(Originally posted 2011-05-24.)
When tuning DB2 batch it’s important to know which SMF 101 Accounting Trace record corresponds to which job step.
A few years ago I wrote code to do this. It works fine for all z/OS DB2 Batch except that originated by IMS. Here’s how it works:
- Find all the Type 30 Step-End records for a given job name.
- Find the Type 101 Accounting Trace records for which the Correlation ID in the 101 record matches the job name. (First 8 bytes of Correlation ID is the job name for most DB2 Batch.)
- You match up the records from steps 1 and 2: The SMF ID must match and the start timestamp (QWACBSC) and stop timestamp (QWACESC) in the 101 slot into the time range the Type 30 is for.
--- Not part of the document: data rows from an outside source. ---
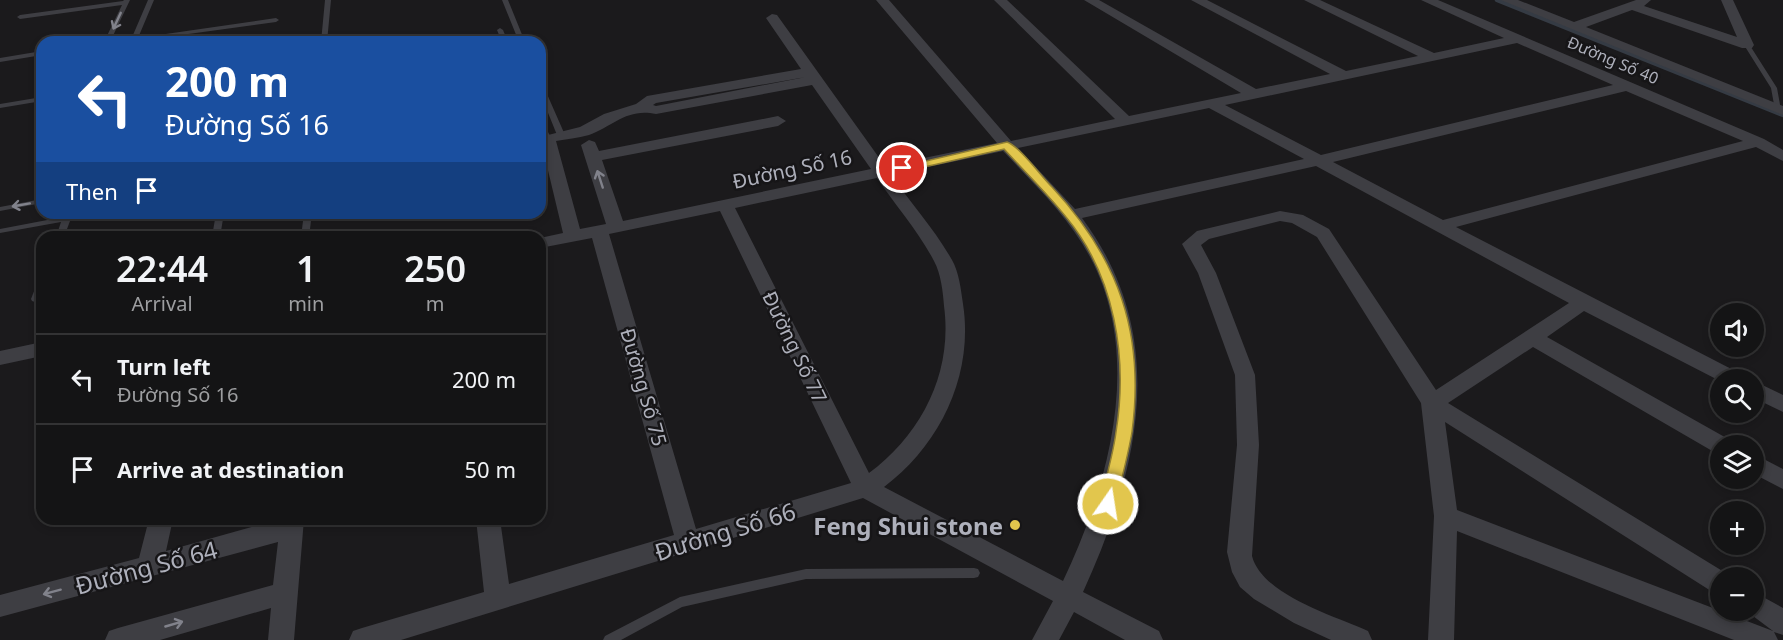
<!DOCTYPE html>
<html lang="en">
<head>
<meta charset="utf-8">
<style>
  :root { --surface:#141415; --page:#1d1d1e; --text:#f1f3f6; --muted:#9d9ea0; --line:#333334 }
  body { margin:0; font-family:"Noto Sans",sans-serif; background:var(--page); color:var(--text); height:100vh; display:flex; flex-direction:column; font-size:22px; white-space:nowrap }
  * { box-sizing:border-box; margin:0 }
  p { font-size:20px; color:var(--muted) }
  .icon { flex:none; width:33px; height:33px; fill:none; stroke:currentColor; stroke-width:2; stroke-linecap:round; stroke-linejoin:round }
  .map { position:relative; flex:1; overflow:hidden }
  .details { position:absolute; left:36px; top:231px; width:510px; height:294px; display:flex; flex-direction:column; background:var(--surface); border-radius:18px; box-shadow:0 3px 9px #0003,0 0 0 2px var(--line) }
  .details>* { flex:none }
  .hud { position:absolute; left:36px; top:36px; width:510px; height:183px; border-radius:18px; box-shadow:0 3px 9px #0003,0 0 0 2px var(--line); background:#1a4fa0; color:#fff; overflow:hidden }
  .controls { position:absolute; left:1710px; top:303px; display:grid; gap:12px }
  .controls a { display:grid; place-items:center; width:54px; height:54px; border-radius:50%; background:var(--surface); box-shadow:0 3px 9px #0003,0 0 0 2px var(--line); font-size:30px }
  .pin { position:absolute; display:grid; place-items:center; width:51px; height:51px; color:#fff; margin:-26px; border:3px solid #fff; border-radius:50%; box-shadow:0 2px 6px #0007 }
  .me { position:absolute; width:66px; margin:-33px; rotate:13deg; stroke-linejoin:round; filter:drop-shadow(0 0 4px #0008) }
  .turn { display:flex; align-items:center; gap:21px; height:126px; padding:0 30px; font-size:27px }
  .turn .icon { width:78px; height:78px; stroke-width:2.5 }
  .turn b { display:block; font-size:42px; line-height:51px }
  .then { display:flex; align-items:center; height:57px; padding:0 30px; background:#0003; gap:12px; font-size:22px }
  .eta { display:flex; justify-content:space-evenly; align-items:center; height:102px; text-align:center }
  .eta b { font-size:36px; font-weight:600; line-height:42px }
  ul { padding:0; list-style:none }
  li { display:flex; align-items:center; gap:18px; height:90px; padding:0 30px; border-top:2px solid var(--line) }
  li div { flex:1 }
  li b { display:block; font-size:22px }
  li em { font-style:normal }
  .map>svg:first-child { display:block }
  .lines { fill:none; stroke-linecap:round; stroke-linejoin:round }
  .stream { stroke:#353b44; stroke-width:4.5 }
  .service { fill:#3e3e43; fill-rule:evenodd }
  .minor { fill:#3e3e43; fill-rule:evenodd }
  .oneway { stroke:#81828b }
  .route { fill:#e2c64d; stroke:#938132; stroke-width:1.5 }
  .poi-dot { fill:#e2c64d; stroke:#161517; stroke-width:2 }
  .labels { text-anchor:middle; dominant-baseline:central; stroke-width:5; stroke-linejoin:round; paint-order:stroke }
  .far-street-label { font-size:16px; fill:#aeb0bb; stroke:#161517 }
  .street-label { font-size:20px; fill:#aeb0bb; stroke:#161517 }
  .near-poi-label { font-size:24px; font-weight:bold; fill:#aeb0bb; stroke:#161517; text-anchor:end }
  .near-street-label { font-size:24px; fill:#aeb0bb; stroke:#161517 }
</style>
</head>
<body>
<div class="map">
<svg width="1783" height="640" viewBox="0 0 1783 640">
  <rect width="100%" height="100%" fill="#1b1a1c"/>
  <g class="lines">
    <path class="stream" d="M1497,0L1783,115"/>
    <path class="service" d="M124,0H130L110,42H104L122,5L20,19L17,17L20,15L123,1Z
      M148,0H154L138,38L276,18L279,20L276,22L130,42Z
      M325,0H331L327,42H321Z
      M502,0H508L525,42H519Z
      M500,28L503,30L508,42H502L497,30Z
      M1745,44H1749L1777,88L1781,110L1780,111H1776L1775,110L1771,88L1744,45Z
      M42,51V55L0,62V58Z
      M540,83L543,85L565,135L564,137H561L557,135L540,93Z
      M42,97V101L0,108V104Z
      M540,120L543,122L551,138L550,140H547C539,137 540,127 540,120Z
      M554,161H557V165L540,168V164Z
      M42,199V203L0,211V207Z
      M65,213H71L72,216L86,213H103L99,215L70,221L64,237H56L61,222L0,233V229L63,217Z
      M216,213H224L220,237H212Z
      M304,213H312L309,237H301Z
      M42,278C42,286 44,298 35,302L32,301L31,299L38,281Z
      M974,568L978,569L980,573L978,577L974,578L806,579L682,607L621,640H603L605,636L680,597L806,569Z"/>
    <path class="minor" d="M876,0H889L1011,141L1115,119L994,0H1007L1129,116L1241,93L1084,0H1099L1256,89L1330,74L1191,0H1207L1346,71L1418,56L1304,0H1320L1434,53L1504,38L1421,0H1438L1764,139L1783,150V161L1756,147L1456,227L1743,375L1746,380L1720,381L1584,311L1547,337L1730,440L1733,446H1720V454L1714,452L1533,347L1448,403L1729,575L1730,578H1720V594L1711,591L1445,422L1457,510L1773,631L1745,610H1754V592L1783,608V635L1774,632L1778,640H1734L1457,531L1454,640H1428L1434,516L1421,403L1317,237L1292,223L1280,221L1209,239L1201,245L1216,273L1255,375L1259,445L1252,556C1262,595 1335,616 1368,631L1372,640H1331L1294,623L1254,599L1240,587L1232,572L1227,552L1237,445L1235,375L1198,273L1182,244L1197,231L1280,211L1303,215L1329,229L1436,390L1569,303L1316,166L1082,218C1170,336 1140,467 1083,592L1159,631L1163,640H1125L1074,612L1059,640H1032L1053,601L863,498L401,640H349L353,631L362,628L484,592L476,519H500L509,584L674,535L592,238L540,248V238L563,233L540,137L580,127L604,114L636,104L647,96L801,69L766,18L772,14L777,15L885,166L997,143ZM1517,43L1613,85L1321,155L1225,105ZM806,77L656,106L653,105L656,103ZM812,85L871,169L623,221L602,160L778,126L786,121L778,116L599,151L595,142L589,140L581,145L606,224L580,229L556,141C566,139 578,138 589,135C614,126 626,108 656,114ZM1626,91L1743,141L1443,220L1333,162ZM1209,108L1304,159L1075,209L1018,148ZM1003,151C1034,184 1069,217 1090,257C1144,358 1109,484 1063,581L884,487C940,445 974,375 963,304C961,290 959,272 952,260C935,230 911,203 891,175ZM877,178C895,205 919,232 934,261C941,274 943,292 944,306C953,372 922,434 869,473L735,208ZM720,211L851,483L696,529L609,234Z
      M1501,0H1518L1574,22L1636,0H1651L1644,6L1737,37L1721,0H1733L1754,45L1752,48H1742L1632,10L1586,27L1783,106V115Z
      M42,342V356L0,365V351Z
      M1754,381L1783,395V412L1754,398Z
      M1754,454L1783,469V489L1754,474Z
      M149,519H173L166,551L280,519H304L294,640H268L271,608L160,640H105L109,631L118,628L273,585L278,542L0,617V595L139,558Z"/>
  </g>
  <defs><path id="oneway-shaft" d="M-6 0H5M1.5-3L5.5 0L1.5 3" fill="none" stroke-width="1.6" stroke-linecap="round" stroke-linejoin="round" transform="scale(1.5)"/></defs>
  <g class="oneway">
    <use href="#oneway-shaft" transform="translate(117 21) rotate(115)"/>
    <use href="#oneway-shaft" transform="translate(600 179) rotate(-108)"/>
    <use href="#oneway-shaft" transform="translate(21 205) rotate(170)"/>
    <use href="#oneway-shaft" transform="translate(52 592) rotate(165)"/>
    <use href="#oneway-shaft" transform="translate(174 624) rotate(-16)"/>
  </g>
  <path class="route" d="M1007,142C1019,146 1041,176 1052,187C1119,259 1145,334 1132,432C1128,456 1121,480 1116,504L1114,508H1102L1100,504C1105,480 1113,456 1116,432C1128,358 1115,276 1066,217C1047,193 1025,172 1004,149L902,172L896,168Z"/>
  <circle class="poi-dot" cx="1015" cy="525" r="6"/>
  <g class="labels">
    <g class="far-street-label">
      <text transform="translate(1613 60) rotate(23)">Đường Số 40</text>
    </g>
    <g class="street-label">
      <text transform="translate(792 169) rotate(-12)">Đường Số 16</text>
      <text transform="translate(795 347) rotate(64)">Đường Số 77</text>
      <text transform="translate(644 387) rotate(74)">Đường Số 75</text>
    </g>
    <g class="near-poi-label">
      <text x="1003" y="525">Feng Shui stone</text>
    </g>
    <g class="near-street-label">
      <text transform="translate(725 531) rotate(-17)">Đường Số 66</text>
      <text transform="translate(146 567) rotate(-15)">Đường Số 64</text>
    </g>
  </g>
</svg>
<div class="controls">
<a><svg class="icon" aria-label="sound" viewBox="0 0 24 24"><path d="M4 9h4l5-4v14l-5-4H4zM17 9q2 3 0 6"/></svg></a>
<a><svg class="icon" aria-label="search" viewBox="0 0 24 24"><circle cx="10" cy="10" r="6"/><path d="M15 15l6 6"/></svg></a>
<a><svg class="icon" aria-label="layers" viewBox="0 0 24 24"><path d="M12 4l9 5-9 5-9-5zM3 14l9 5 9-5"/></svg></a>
<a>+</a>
<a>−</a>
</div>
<div class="pin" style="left:902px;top:168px;background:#d93025"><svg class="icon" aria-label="arrive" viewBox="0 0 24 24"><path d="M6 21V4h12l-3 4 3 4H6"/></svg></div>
<svg class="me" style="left:1108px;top:504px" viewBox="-20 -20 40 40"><circle r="17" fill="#e2c64d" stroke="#fff" stroke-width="3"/><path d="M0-11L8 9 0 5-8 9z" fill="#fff"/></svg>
<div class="hud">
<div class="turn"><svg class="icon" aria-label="left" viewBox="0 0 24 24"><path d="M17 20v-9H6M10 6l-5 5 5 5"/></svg><div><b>200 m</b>Đường Số 16</div></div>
<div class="then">Then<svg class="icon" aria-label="arrive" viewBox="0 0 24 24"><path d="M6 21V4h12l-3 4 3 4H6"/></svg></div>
</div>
<section class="details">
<div class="eta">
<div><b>22:44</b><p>Arrival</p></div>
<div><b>1</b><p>min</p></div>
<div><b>250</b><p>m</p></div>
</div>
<ul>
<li><svg class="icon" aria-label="left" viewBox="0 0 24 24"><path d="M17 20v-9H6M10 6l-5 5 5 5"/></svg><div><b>Turn left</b><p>Đường Số 16</p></div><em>200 m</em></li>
<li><svg class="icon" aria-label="arrive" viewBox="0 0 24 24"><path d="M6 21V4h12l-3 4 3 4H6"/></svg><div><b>Arrive at destination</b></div><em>50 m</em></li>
</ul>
</section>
</div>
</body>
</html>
This gives you the running of the job and the step. The latter is nice because SMF 101 doesn’t know anything about job steps.
But there’s a small problem with this: QWACBSC and QWACESC use GMT and the Type 30 timings use local time. (In the experiment below the local time is 2 hours ahead of GMT: Mainland Europe on Summer Time.) So you have to adjust QWACBSC using the timezone offset. But SMF 101 doesn’t have the timezone offset in it. Except it does. If you compare the SMF record timestamp to QWACESC you get the timezone offset (as QWACESC is GMT).
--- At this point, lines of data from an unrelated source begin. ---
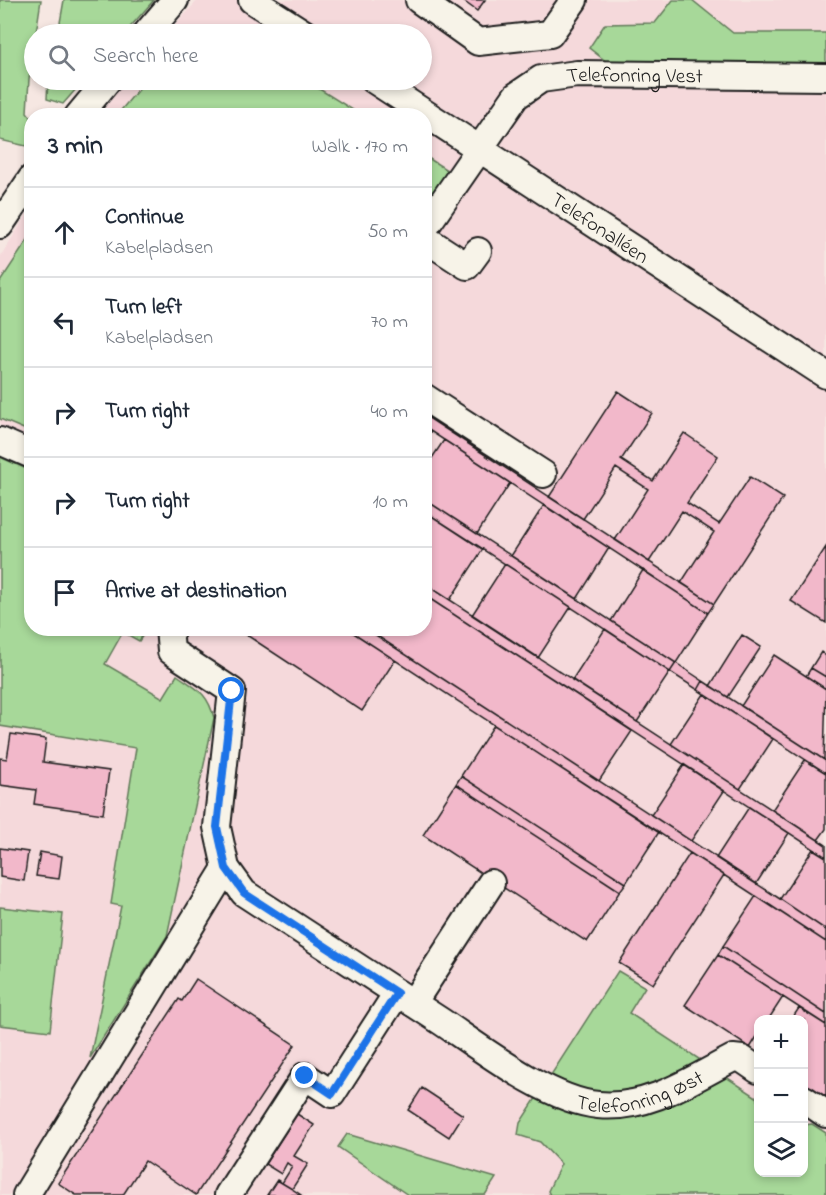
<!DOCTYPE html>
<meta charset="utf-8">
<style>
body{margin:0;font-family:"Indie Flower",sans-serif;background:#f2f2f3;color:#1f2937}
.controls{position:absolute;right:18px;bottom:18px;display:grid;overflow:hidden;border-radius:12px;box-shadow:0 3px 9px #0003}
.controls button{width:54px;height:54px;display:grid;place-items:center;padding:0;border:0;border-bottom:2px solid #e0e1e3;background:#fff;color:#1f2937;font:30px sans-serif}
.stop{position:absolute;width:18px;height:18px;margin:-14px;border:4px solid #1a73e8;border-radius:50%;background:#fff}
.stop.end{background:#1a73e8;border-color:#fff;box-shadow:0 2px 6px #0008}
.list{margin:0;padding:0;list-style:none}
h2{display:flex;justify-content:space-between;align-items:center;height:78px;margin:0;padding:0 24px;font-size:26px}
h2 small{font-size:20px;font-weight:400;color:#747a83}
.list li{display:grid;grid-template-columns:39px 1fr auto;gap:18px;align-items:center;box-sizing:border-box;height:90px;padding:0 24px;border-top:2px solid #e0e1e3}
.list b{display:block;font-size:22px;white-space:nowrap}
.list p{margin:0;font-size:20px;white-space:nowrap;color:#747a83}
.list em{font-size:20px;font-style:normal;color:#747a83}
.icon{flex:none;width:33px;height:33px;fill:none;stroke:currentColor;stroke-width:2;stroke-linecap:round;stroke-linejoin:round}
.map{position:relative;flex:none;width:826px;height:1195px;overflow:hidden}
.search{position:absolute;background:#fff;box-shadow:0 3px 9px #0003;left:24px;top:24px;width:408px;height:66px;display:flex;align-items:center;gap:15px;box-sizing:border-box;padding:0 21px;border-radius:33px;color:#747a83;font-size:22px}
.panel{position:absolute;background:#fff;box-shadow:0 3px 9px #0003;left:24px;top:108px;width:408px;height:528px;border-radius:24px}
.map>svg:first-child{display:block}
</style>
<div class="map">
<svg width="826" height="1195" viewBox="0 0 826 1195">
<rect width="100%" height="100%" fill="#f6e7e2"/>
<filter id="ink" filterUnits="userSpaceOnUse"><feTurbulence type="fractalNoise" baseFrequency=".0167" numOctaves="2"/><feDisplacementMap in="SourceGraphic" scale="12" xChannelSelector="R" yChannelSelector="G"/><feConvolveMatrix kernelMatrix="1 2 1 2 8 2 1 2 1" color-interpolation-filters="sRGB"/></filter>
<g filter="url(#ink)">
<path fill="#f5d9db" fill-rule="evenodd" d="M198 0H826V1195H0V257L31 208 32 628H424V116L99 115 127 80H422V34H167ZM758 1020H804V1172H758Z"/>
<path fill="#a7d899" stroke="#627a5a" stroke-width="1.5" d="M0 0H41L29 79 27 112 31 117V140L26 146 0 140Z
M64 0H154L124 34H58Z
M673 0H692L733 33H826V63L607 62 589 48 605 24 655 23Z
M48 80H84L63 104 47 99Z
M146 80H305L361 115H117Z
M425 156 450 172 425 212Z
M31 235V432L0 419V282Z
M0 457 31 471 32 628 147 629 139 641 123 632 105 664 163 698 177 675C197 689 208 693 214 718L167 936 90 1058 121 906 111 904 136 748 0 726Z
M0 907 63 914 50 1031 0 1025Z
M618 971 645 987 629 1013 758 1098V1172H804V1125L812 1124 826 1133V1195H550L548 1191 561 1164 540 1142 518 1135 520 1123Z
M347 1134 496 1178 485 1195H408L338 1147Z"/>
<path fill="#f2b8ca" stroke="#1c1c1c" stroke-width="1.5" d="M462 0H485L477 11Z
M618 391 652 413 621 460 653 481 684 433 718 456 687 503 719 524 750 477 783 498 714 604 681 583 714 532 682 511 649 562 615 540 648 489 616 468 583 519 549 497Z
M424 415 714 604 708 613 424 427Z
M444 440 510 483 477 534 424 499V470Z
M424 499 676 663 670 672 424 511Z
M544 505 609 548 577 599 511 556Z
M424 511 483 549 450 600 424 583Z
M826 547V623L791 601Z
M505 564 571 607 538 658 472 615Z
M643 570 708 613 676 663 611 621Z
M424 583 826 845V857L424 595Z
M424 595 632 731 599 781 365 628H424Z
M236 628H346L395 660 362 711Z
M346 628H365L780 899 826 930V942Z
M605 629 670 672 637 722 572 680Z
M742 635 761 647 728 697 710 686Z
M821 652 826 656V677L811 668Z
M774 655 826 689 824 760 741 706Z
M676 663 703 681 698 690 670 672Z
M811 668 826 677V689L806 676Z
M703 681 826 761V773L698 690Z
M704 694 773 739 740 789 671 744Z
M494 725 659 832 626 883 461 776Z
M11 734 46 739 43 762 109 771 103 814 34 804 36 790 0 785V758L7 759Z
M805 760 826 773V829L818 840 772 810Z
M684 765 724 791 691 841 651 815Z
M461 776 626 883 620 891 456 784Z
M456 784 620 891 587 942 423 835Z
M749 807 789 833 756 884 716 858Z
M0 848 28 852 24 881 0 877Z
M813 849 826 857V930L780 899Z
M40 852 62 856 59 879 36 876Z
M690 853 724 875 653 984 619 963Z
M756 896 826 942V1014L723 946Z
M723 946 826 1014V1025L718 955Z
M718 955 783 997 768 1020H758V1035L750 1048 685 1005Z
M196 979 295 1045 196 1195 145 1161 123 1195H76L58 1183 179 999 182 1001Z
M799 1008 826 1025V1097L804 1083V1020H791Z
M422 1088 463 1115 449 1137 408 1110Z
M297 1114 314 1125 294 1156 308 1164 292 1189 282 1183 292 1167 287 1163 281 1174 265 1164Z
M277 1180 292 1189 301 1195H267Z"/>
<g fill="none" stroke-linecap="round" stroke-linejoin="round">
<defs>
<g id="minor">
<path d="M252 0 305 34"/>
<path d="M419 0 478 42 550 34 574 0"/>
<path d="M146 34 175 0"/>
<path id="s1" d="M374 80 826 375"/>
<path d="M78 116 108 80"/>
<path d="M0 225 32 178"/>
<path id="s2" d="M424 229 516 96 541 79 577 74 826 77"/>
<path d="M424 238 467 266 478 251"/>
<path d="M424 397 543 474"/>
<path d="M0 441 32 455"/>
<path id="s3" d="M169 628 171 651 232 691 217 827 226 868 244 893C310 936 376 979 442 1022 482 1049 550 1101 598 1105 647 1110 691 1080 733 1058L742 1059 758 1070"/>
<path d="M413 1003 491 883"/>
<path d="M804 1099 826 1114"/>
<path d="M26 1195 226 868"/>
<path d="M228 1195 305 1076 332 1094 397 993"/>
</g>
</defs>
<use href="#minor" stroke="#1c1c1c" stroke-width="30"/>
<use href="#minor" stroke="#f7f3e8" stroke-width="26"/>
</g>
</g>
<g fill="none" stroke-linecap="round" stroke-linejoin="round" filter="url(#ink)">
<path stroke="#1a73e8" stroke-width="8" d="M232 691 217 827 226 868 244 893 397 993 332 1094 305 1076"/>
</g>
<g text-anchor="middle" stroke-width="4.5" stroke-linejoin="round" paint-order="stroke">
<g font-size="21" fill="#1c1c1c" stroke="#f7f3e8">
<text dy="7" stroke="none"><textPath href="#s2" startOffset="286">Telefonring Vest</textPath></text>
<text dy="7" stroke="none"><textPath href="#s1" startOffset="270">Telefonalléen</textPath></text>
<text dy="7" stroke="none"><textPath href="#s3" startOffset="764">Telefonring Øst</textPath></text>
</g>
</g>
</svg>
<div class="controls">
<button>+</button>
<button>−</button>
<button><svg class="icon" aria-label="layers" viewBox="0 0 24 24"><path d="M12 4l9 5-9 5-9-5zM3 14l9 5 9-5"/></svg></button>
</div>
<div class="stop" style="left:232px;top:691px"></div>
<div class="stop end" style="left:305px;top:1076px"></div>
<div class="search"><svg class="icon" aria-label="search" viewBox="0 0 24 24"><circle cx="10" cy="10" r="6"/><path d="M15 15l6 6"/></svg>Search here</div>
<section class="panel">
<h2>3 min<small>Walk · 170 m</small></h2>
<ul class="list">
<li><svg class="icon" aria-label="ahead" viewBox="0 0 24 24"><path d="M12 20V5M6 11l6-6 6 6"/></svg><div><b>Continue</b><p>Kabelpladsen</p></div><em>50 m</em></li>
<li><svg class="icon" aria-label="left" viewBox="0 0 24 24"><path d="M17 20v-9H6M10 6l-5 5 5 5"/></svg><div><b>Turn left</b><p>Kabelpladsen</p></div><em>70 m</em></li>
<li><svg class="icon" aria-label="right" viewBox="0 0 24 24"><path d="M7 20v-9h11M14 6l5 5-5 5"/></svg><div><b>Turn right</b></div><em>40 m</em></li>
<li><svg class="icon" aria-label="right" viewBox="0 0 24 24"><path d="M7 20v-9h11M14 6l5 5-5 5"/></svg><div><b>Turn right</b></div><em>10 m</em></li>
<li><svg class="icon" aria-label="arrive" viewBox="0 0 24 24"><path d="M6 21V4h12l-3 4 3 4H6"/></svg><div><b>Arrive at destination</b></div></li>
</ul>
</section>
</div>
All the above has worked fine. But now I have a customer with IMS Batch. And for IMS Batch the Correlation ID isn’t the job name. So what can you do?
It turns out that for long-running IMS/DB2 Batch you can still do the timestamp comparison trick – so long as you don’t attempt to match on Correlation ID. For short-running jobs it’s not likely to work as well – because there will be too many potential matches. Fortunately I care rather less about these cases.
Here’s an example match:
- SMF 30: The job name is AFRF032B and it runs on SYSA for 4904 seconds, consuming 289 seconds of CPU.
- SMF 101: There was an IMS batch job (PSB name "AFRFD2D") which ran on SYSA for 4899 seconds, consuming 288 seconds of CPU.
So far so good but they might be different jobs. Let’s examine their timestamps (adjusted for timezones). First start times:
- SMF 30: 11 APR 06 00:31:12.39
- SMF 101: 11 APR 06 00:31:15.93
So we took 3 seconds to get started. Sounds reasonable.
Now end times:
- SMF 30: 11 APR 06 01:52:56.63
- SMF 101: 11 APR 06 01:52:55.40
So we cut the 101 record about a second before we ended the step. Again reasonable.
The bracketing is nice here and I think we have a match.
So now we can proceed to figure out why the step took as long as it did by using the other numbers in SMF 101 to explain the time:
- The Class 1 time not in Class 2 is 4899 – 4608 seconds = 5 minutes. So not much leverage in working on non-DB2 stuff. (For CPU it’s 288 – 273 = 15 seconds.)
- Of the 4608 seconds 2699 are accounted for – 59%.
- The majority of that is in Write To Log time (1450 seconds) but also Lock/Latch Wait time (651) seconds. So clearly some issues here to sort out.
- There’s very little database I/O time, surprisingly (about 250 seconds).
The unaccounted for time (the other 41%) is actually not surprising to me: It turns out this job runs in a low-velocity WLM service class on a busy system so the usual theory (that unaccounted for time is CPU Queuing) seems reasonable. It’s not definitive as there are lots of other components of unaccounted for time, but it’s a reasonable theory.
The last piece -where the time is going – is meant to give you some idea of why you’d want to find the 101 Accounting Trace records for an IMS/DB2 job step you’re interested in tuning. Of course I haven’t delved down into which DB2 package is the one where the Lock/Latch Wait time is most prevalent – but that can be done from the Class 7 and 8 Accounting traces. Nor have I gone anywhere near the SQL.
But this shows you how you can make a reasonable start – even for IMS/DB2. A nice result – having thought for a number of years it couldn’t be done.